Host 12—Dominion, a failed version of Seraph, moves like a breathing thing.

Theo’s skin begins to boil, folding over on itself and expanding. His robes shred as twisted wings erupt in a spray of blood. An Angel stumbles too close and Theo grabs them by the arm and pulls them against him.

Into him.

His flesh melts into something else, consuming the body whole, bones snapping out from the skin and overflowing with tumors, eyes, and teeth. He grabs another Angel, slams them into himself, and explodes with organs and broken limbs.

He smiles, a mouthful of fangs, Flood rot weeping from open wounds.

Dominion is nothing like Seraph. Put together from spare parts, fingers reaching out from the skull, eyes opening across his neck and shoulders. His six wings melt into one another with shifting ropes of tissue, excess arms and legs dripping from his sides. Blond hair sticks out from bulging tumors and spikes of bone erupting from his jaw.

“You thought I’d let you mess this up?” Theo rasps. That’s not his voice. It’s nothing like it. “I believed in you, Benji, but there are consequences for your actions. I had to be careful. I had to be sure.”

I grab for the Flood to stop him, but it slips through my fingers.

No, not slipped.

Pulled.

“Did you really think I was going to let you ruin this?”

With a scream like metal on metal, or maybe someone being torn apart, Dominion seizes me by the skull and drags me down into the culling fields.


Floating. Drowning.

My lungs burn. I can’t open my eyes. I claw my way up toward air, but my body is so small, and my limbs are so weak. I kick and struggle, and when my lungs are about to collapse, I burst through the surface.

A warm wind blows through the trees, sending whirls of autumn leaves flying off twisted branches. I’ve surfaced in the red stream. It’s so freakishly deep, it’s flooded so much that the world is a flat plane of blood water. Trees and buildings jut out of the surface like the bones of the boy smeared into the road. Dozens of bodies hang from the trees. I recognize every single one.
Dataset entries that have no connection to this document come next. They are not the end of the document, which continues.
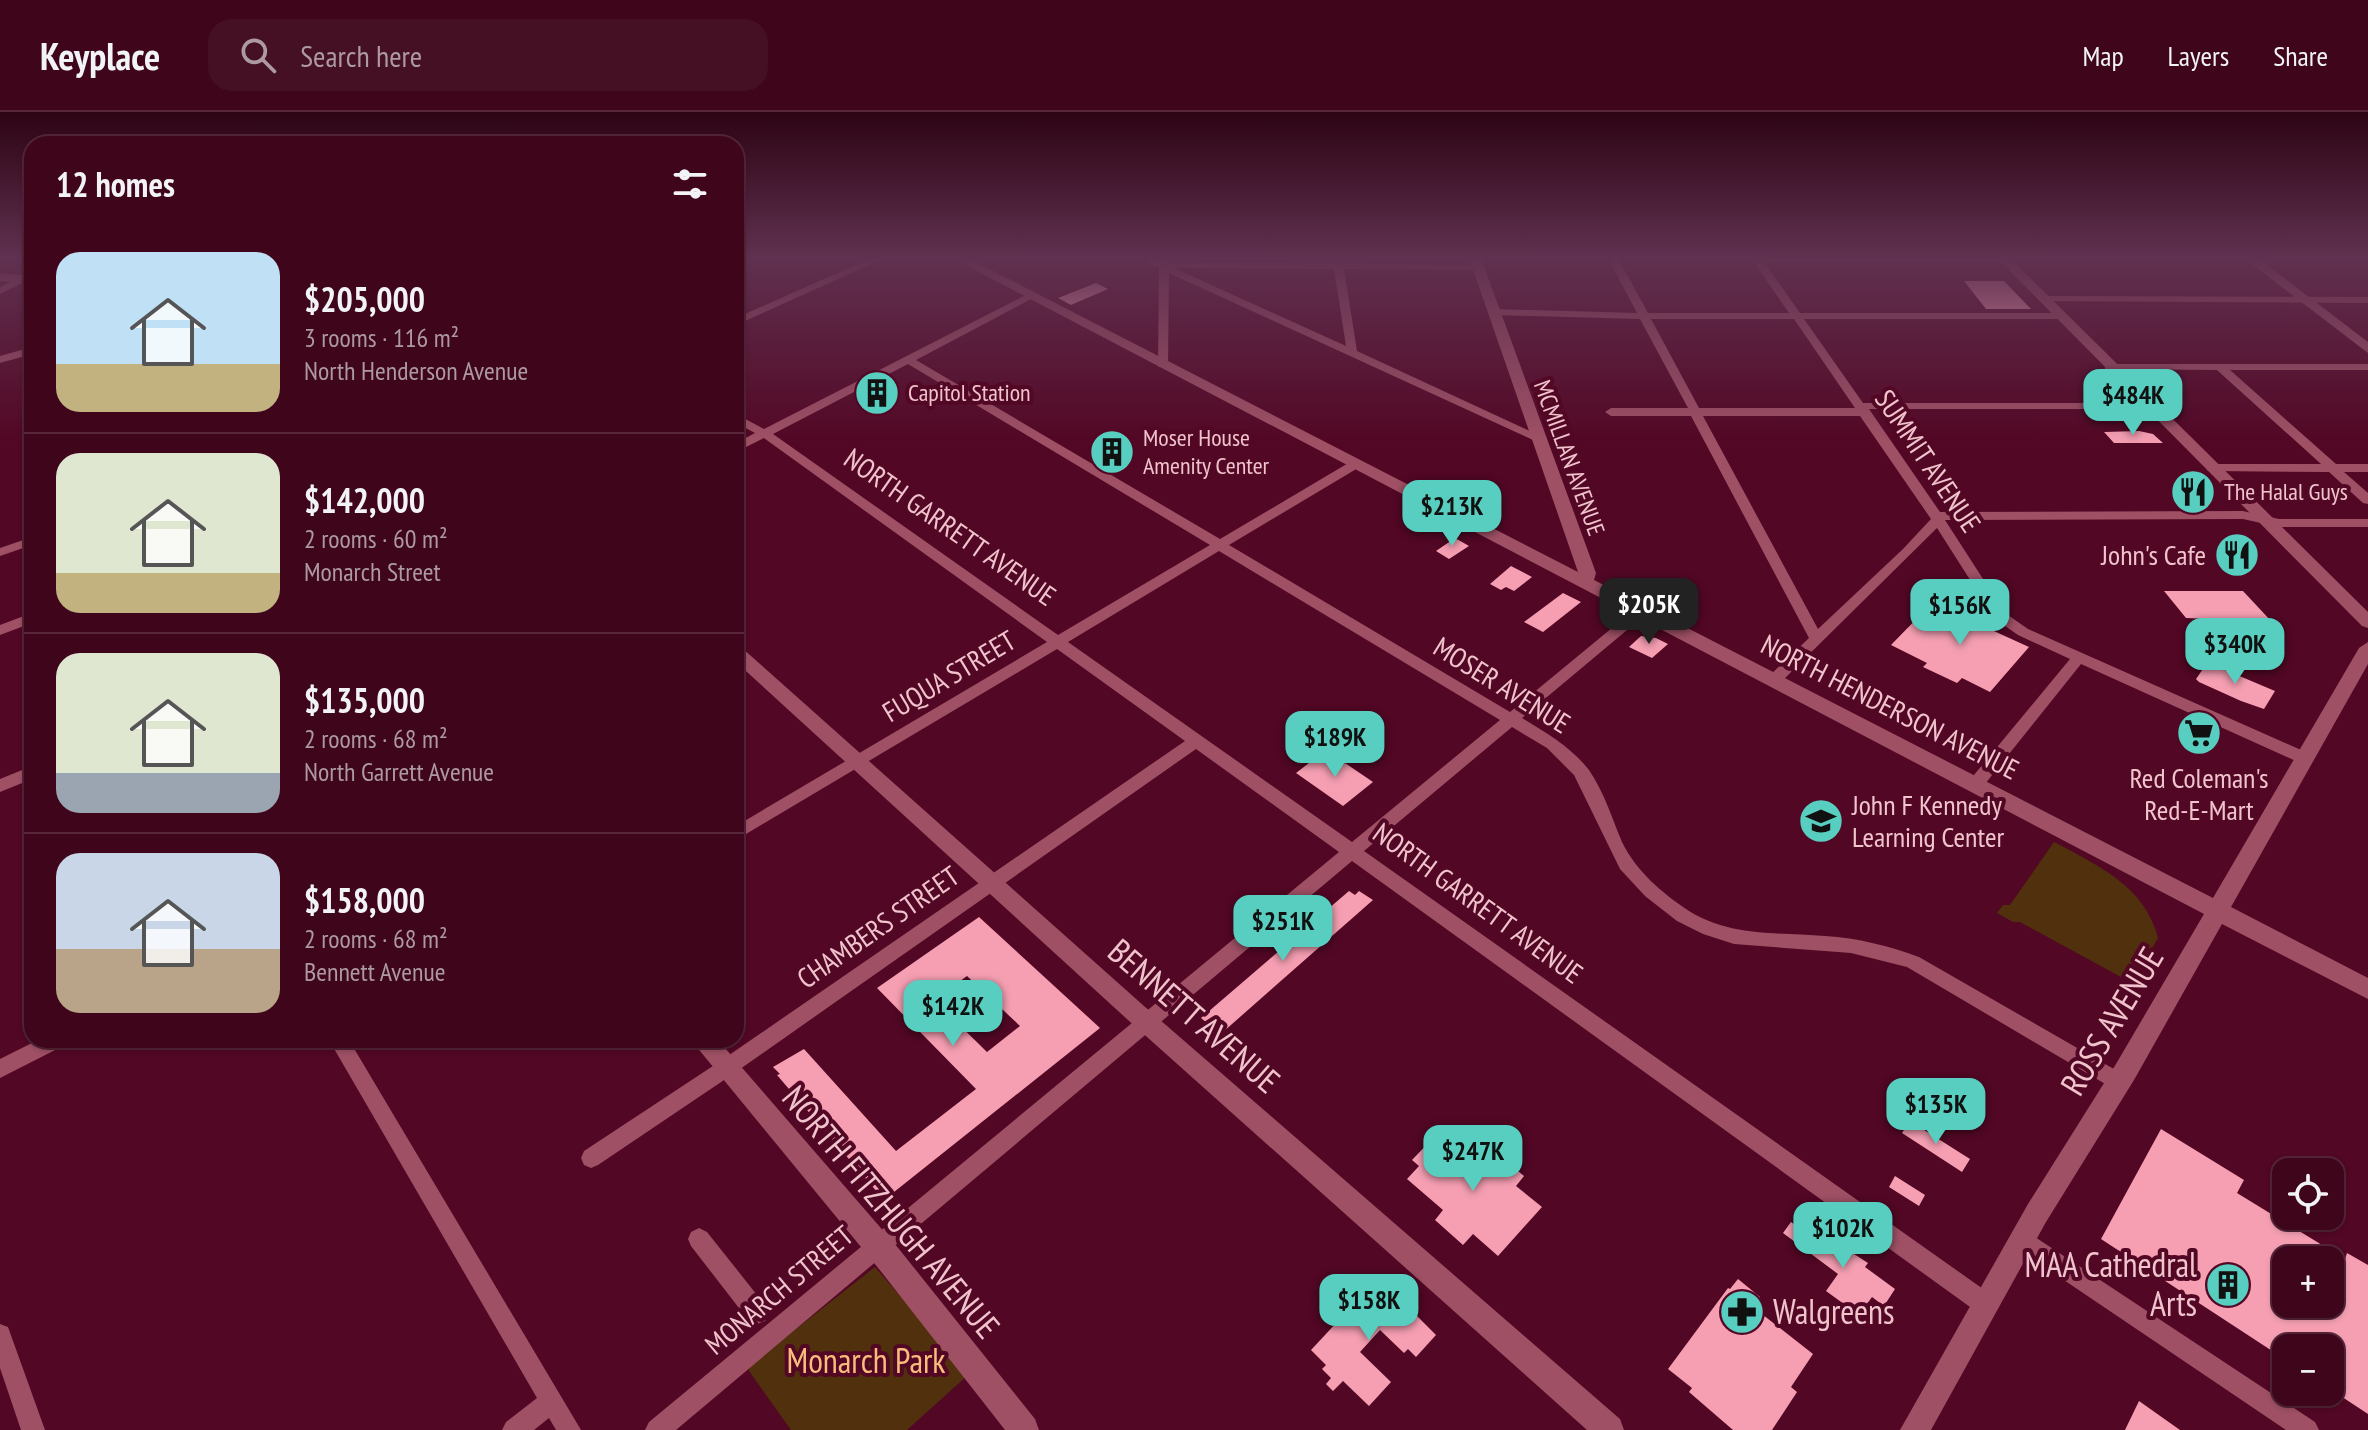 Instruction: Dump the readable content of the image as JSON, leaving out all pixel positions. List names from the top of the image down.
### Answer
{
  "streets": {
    "street": [
      "MCMILLAN AVENUE",
      "SUMMIT AVENUE",
      "NORTH GARRETT AVENUE",
      "FUQUA STREET",
      "MOSER AVENUE",
      "NORTH HENDERSON AVENUE",
      "CHAMBERS STREET",
      "BENNETT AVENUE",
      "ROSS AVENUE",
      "NORTH FITZHUGH AVENUE",
      "MONARCH STREET"
    ]
  },
  "crossings": [
    ["MCMILLAN AVENUE", "NORTH HENDERSON AVENUE"],
    ["SUMMIT AVENUE", "ROSS AVENUE"],
    ["NORTH GARRETT AVENUE", "FUQUA STREET"],
    ["NORTH GARRETT AVENUE", "CHAMBERS STREET"],
    ["NORTH GARRETT AVENUE", "ROSS AVENUE"],
    ["NORTH GARRETT AVENUE", "MONARCH STREET"],
    ["FUQUA STREET", "MOSER AVENUE"],
    ["FUQUA STREET", "NORTH HENDERSON AVENUE"],
    ["FUQUA STREET", "BENNETT AVENUE"],
    ["MOSER AVENUE", "ROSS AVENUE"],
    ["MOSER AVENUE", "MONARCH STREET"],
    ["NORTH HENDERSON AVENUE", "ROSS AVENUE"],
    ["NORTH HENDERSON AVENUE", "MONARCH STREET"],
    ["CHAMBERS STREET", "BENNETT AVENUE"],
    ["CHAMBERS STREET", "NORTH FITZHUGH AVENUE"],
    ["BENNETT AVENUE", "MONARCH STREET"],
    ["NORTH FITZHUGH AVENUE", "MONARCH STREET"]
  ],
  "parks": ["Monarch Park"],
  "places": {
    "building": ["Capitol Station", "Moser House Amenity Center", "MAA Cathedral Arts"],
    "restaurant": ["The Halal Guys", "John's Cafe"],
    "supermarket": ["Red Coleman's Red-E-Mart"],
    "school or university": ["John F Kennedy Learning Center"],
    "pharmacy": ["Walgreens"]
  },
  "page": {
    "header": "Keyplace",
    "search": "Search here",
    "nav": ["Map", "Layers", "Share"],
    "heading": "12 homes",
    "list": [
      {
        "name": "$205,000",
        "note": "3 rooms · 116 m² · North Henderson Avenue"
      },
      {
        "name": "$142,000",
        "note": "2 rooms · 60 m² · Monarch Street"
      },
      {
        "name": "$135,000",
        "note": "2 rooms · 68 m² · North Garrett Avenue"
      },
      {
        "name": "$158,000",
        "note": "2 rooms · 68 m² · Bennett Avenue"
      }
    ],
    "price": [
      "$484K",
      "$213K",
      "$205K",
      "$156K",
      "$340K",
      "$189K",
      "$251K",
      "$142K",
      "$135K",
      "$247K",
      "$102K",
      "$158K"
    ],
    "map_buttons": ["+", "−"]
  }
}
Sister Kipling, her face gray and bloated; Dad, a bloody mess; every single member of Squad Calvary. But how do I know their faces? I don’t, I can’t—

I struggle to shore, or what I think is shore, and find ground under my feet. My skin is stained, water dripping off my fingers and chin.

My hands are human. Not Seraph’s. Not mine.

Behind me, a cough.

I turn. Theo drags himself onto shore, struggling for air on his hands and knees. He’s just a boy. No Dominion, no Flood. Just a pale boy with pink lips and bright blue eyes.

Eventually, he gets his breath.

“You lied,” he whimpers, and stands—Leviticus 20:27, They shall be stoned with stones; their blood shall be upon them—clutching a jagged rock.